**Exercise instructions**
Among the entries below, please show each line that carries the word "filter".

──────────────────────────────

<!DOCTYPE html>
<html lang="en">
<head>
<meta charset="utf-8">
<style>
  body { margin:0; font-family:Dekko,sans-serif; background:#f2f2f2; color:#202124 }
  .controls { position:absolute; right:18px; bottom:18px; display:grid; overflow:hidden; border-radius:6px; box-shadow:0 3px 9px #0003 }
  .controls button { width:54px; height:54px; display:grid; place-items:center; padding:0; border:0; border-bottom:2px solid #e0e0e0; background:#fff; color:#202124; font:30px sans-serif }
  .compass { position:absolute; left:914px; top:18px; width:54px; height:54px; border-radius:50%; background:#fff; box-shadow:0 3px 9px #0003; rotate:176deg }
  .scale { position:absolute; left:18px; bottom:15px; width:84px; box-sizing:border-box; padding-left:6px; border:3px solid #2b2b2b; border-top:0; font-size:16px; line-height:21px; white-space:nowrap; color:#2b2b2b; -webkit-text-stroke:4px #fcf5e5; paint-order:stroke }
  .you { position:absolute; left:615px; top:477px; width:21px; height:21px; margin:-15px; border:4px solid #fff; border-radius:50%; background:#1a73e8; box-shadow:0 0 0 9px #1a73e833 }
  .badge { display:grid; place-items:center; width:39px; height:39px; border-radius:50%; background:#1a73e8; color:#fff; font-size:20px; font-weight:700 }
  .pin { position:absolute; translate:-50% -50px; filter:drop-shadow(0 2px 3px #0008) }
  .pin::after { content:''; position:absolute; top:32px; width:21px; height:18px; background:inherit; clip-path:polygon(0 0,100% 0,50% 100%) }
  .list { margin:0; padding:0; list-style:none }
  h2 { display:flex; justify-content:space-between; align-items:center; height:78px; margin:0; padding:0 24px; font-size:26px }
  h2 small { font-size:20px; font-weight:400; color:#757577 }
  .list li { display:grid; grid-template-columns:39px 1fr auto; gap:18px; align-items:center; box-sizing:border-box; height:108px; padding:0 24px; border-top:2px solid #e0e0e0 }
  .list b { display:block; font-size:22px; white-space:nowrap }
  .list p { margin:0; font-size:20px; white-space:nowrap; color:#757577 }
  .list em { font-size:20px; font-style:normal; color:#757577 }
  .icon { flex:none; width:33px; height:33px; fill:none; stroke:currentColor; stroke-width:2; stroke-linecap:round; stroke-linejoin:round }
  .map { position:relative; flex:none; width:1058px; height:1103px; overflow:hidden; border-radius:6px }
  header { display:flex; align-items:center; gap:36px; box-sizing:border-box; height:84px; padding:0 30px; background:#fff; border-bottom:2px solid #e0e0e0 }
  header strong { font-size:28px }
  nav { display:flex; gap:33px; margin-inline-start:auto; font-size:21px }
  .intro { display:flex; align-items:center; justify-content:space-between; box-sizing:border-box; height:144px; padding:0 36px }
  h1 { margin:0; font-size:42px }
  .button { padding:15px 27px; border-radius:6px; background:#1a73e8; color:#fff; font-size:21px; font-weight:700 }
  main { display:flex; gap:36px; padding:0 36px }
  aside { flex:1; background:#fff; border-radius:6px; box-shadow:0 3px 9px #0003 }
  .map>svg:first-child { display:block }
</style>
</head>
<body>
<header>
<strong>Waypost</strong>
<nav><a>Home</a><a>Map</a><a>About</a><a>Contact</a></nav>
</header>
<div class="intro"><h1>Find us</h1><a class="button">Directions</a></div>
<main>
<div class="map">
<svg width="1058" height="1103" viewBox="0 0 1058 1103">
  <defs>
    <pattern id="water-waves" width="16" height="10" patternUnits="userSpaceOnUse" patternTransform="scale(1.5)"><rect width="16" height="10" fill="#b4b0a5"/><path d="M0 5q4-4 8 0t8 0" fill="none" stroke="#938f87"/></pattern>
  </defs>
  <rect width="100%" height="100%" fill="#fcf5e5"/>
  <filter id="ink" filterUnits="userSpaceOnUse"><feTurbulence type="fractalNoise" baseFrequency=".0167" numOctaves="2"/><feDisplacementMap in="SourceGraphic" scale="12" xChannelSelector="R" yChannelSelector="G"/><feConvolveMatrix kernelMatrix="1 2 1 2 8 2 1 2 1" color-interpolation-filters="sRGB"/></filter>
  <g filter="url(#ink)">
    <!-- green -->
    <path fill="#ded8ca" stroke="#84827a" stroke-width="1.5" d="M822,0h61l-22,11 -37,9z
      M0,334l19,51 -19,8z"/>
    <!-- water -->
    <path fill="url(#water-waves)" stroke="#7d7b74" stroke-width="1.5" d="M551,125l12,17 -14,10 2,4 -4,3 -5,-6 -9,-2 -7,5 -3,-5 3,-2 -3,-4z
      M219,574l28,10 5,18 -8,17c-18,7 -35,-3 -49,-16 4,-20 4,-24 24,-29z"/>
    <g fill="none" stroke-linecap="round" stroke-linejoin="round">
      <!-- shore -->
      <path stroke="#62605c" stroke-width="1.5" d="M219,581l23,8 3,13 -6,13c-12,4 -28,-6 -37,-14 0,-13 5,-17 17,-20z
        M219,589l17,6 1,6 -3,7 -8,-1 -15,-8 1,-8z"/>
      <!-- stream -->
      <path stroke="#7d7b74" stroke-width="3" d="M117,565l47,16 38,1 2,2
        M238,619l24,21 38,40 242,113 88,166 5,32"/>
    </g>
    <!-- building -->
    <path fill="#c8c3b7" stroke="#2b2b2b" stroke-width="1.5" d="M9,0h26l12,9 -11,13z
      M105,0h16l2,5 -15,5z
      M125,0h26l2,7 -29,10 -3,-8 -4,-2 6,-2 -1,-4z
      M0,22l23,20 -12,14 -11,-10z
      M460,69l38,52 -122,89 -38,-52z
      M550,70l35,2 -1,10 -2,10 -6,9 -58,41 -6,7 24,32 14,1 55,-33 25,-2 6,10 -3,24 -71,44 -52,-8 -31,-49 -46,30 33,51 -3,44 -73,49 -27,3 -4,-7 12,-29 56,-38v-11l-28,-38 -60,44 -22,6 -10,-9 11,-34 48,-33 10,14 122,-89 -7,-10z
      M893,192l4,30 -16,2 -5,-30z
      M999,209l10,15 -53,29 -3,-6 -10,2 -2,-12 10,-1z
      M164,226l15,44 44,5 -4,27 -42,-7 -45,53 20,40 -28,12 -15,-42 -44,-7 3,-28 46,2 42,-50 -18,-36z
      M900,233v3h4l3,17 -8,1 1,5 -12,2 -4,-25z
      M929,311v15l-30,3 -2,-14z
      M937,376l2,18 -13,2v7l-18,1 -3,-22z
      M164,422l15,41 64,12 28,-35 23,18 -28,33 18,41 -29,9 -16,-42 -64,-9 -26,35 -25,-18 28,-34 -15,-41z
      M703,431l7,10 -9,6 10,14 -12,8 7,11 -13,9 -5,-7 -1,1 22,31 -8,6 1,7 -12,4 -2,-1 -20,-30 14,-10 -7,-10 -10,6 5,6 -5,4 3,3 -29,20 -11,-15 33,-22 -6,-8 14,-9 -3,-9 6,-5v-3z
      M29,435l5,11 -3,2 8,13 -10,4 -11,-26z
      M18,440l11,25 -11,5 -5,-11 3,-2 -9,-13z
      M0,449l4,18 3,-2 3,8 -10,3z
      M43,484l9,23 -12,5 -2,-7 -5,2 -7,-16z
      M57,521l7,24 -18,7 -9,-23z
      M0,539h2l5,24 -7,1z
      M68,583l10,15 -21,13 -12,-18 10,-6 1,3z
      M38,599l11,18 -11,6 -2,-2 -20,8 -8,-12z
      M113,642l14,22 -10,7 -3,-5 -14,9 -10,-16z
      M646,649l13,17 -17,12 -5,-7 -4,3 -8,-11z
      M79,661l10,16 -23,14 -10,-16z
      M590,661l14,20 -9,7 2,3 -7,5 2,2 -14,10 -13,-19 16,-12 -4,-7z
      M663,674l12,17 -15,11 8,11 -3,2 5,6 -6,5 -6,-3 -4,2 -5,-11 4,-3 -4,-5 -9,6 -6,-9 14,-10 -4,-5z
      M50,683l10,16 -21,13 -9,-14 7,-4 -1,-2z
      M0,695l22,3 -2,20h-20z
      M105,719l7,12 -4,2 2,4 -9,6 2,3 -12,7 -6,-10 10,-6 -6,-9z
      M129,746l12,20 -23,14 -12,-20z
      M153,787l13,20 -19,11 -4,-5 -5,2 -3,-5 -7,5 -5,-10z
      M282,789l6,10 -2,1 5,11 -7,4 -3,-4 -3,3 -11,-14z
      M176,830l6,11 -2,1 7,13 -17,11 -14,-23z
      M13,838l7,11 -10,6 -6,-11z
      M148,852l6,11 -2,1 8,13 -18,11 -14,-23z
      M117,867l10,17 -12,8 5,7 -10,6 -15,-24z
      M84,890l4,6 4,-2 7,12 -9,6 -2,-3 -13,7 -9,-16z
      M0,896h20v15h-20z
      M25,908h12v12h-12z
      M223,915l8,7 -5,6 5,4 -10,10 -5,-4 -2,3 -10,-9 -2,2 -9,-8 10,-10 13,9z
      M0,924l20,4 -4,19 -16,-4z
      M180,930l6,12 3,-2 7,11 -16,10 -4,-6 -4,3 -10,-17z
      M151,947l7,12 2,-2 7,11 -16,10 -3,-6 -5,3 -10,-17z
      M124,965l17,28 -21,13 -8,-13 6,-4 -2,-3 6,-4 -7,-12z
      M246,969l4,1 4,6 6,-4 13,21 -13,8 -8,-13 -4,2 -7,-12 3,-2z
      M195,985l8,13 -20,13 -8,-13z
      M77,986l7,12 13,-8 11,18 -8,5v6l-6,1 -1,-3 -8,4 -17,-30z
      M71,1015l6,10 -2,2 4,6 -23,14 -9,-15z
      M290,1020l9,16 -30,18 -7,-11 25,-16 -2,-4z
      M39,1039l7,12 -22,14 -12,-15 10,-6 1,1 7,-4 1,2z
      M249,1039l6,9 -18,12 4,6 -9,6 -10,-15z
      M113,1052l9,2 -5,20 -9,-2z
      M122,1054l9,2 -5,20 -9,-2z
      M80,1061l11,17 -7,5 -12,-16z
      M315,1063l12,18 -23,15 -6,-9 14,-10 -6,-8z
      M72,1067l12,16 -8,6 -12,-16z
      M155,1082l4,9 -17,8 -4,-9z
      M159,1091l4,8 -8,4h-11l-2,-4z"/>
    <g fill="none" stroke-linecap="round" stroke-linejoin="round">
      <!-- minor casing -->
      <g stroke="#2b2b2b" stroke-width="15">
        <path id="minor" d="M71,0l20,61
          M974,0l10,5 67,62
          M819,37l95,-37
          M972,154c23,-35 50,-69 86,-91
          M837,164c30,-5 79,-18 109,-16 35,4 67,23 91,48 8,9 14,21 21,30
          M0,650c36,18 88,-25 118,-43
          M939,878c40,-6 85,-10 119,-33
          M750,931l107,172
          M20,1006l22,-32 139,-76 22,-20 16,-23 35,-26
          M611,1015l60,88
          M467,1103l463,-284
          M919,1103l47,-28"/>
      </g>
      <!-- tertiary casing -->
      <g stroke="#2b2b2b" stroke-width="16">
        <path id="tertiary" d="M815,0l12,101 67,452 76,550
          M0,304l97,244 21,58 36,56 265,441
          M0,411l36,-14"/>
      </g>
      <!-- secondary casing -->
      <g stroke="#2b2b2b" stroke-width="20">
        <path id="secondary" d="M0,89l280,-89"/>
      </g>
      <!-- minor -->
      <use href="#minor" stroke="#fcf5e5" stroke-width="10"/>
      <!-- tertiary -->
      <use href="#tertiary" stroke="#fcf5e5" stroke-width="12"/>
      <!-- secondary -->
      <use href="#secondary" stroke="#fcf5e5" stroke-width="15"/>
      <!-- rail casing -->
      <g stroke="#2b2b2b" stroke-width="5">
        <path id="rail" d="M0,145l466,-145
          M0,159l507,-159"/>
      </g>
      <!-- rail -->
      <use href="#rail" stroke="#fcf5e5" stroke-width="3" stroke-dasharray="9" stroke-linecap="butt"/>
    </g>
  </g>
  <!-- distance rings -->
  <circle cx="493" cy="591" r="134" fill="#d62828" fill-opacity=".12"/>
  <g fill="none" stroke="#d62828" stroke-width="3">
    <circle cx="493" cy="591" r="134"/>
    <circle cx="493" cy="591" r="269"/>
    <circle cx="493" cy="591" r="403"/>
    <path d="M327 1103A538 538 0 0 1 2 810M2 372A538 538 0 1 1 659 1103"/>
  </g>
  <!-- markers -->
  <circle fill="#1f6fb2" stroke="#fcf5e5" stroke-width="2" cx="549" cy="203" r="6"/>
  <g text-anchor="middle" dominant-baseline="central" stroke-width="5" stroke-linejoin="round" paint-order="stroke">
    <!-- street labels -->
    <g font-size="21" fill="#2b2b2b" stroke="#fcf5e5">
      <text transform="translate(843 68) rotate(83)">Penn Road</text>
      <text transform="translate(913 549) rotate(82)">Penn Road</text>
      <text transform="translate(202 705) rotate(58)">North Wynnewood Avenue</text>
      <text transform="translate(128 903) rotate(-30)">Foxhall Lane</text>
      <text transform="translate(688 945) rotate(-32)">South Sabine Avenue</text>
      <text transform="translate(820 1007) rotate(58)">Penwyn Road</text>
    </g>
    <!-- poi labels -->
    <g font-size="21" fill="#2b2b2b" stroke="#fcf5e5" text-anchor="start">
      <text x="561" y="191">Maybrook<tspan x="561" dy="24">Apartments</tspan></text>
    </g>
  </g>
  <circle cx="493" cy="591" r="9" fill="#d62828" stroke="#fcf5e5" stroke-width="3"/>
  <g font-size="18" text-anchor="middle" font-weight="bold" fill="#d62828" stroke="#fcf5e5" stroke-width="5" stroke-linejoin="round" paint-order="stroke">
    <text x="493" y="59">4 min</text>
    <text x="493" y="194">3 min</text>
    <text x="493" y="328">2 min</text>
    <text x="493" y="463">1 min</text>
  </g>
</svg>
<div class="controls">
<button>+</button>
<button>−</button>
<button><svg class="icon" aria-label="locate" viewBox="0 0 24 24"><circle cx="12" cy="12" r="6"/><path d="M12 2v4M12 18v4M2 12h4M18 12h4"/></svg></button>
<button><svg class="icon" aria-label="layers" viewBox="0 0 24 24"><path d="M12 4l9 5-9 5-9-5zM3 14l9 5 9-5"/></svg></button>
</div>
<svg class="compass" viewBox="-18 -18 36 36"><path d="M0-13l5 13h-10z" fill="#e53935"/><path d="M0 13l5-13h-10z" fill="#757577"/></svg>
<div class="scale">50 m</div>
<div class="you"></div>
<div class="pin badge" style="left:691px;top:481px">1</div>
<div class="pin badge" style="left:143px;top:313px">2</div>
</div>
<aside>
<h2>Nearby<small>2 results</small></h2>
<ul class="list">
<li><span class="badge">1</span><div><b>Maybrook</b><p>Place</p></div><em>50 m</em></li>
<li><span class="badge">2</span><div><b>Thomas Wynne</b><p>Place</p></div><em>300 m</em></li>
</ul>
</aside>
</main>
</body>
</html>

──────────────────────────────

**Result**
  .pin { position:absolute; translate:-50% -50px; filter:drop-shadow(0 2px 3px #0008) }
  <filter id="ink" filterUnits="userSpaceOnUse"><feTurbulence type="fractalNoise" baseFrequency=".0167" numOctaves="2"/><feDisplacementMap in="SourceGraphic" scale="12" xChannelSelector="R" yChannelSelector="G"/><feConvolveMatrix kernelMatrix="1 2 1 2 8 2 1 2 1" color-interpolation-filters="sRGB"/></filter>
  <g filter="url(#ink)">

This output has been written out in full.